◆ **WORK TO COMPLETE**
Would you filter these records and copy every line that has the word "Gerardo"?
──────── GIVEN DATA
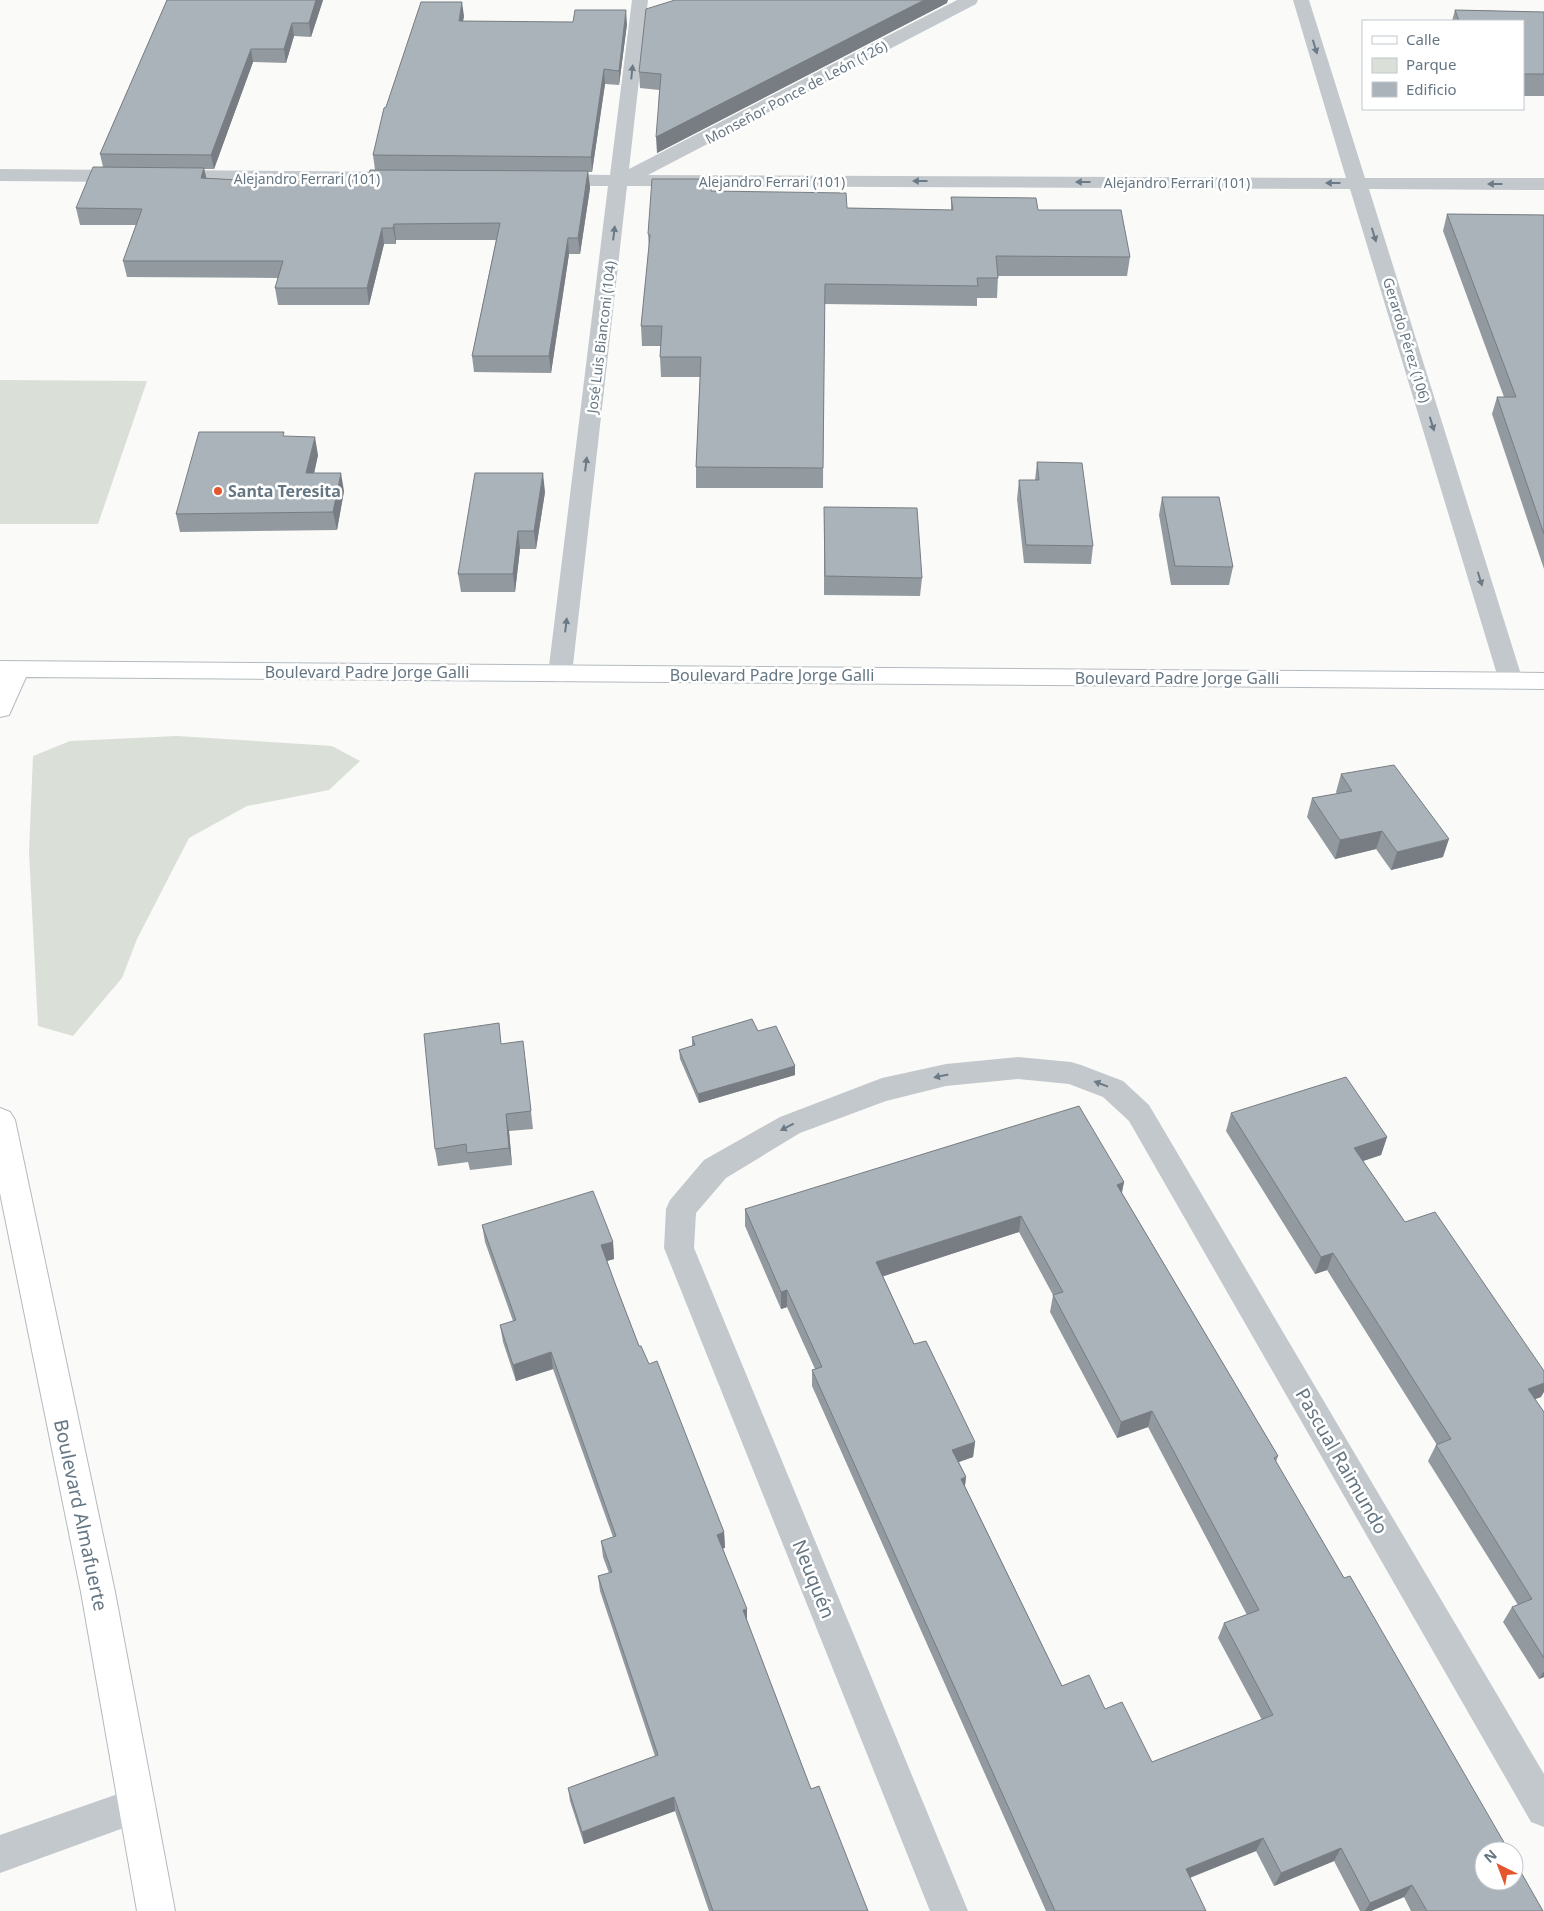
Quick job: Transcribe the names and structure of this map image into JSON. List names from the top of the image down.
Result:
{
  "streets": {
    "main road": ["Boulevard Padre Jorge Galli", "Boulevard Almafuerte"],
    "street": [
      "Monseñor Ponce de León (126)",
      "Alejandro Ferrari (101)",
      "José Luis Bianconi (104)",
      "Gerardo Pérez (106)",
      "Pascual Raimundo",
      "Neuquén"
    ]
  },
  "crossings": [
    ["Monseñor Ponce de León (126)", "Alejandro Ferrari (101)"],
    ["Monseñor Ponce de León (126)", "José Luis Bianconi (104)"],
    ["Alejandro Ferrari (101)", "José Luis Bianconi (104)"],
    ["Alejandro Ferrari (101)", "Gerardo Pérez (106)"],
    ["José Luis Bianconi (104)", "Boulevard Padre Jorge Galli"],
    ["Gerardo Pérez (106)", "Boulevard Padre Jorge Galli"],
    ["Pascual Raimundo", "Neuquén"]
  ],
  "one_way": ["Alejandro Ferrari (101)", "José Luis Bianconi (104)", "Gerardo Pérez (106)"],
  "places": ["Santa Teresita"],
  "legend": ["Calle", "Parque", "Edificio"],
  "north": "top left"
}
────────────────
◆ **EXERCISE RESPONSE**
      "Gerardo Pérez (106)",
    ["Alejandro Ferrari (101)", "Gerardo Pérez (106)"],
    ["Gerardo Pérez (106)", "Boulevard Padre Jorge Galli"],
  "one_way": ["Alejandro Ferrari (101)", "José Luis Bianconi (104)", "Gerardo Pérez (106)"],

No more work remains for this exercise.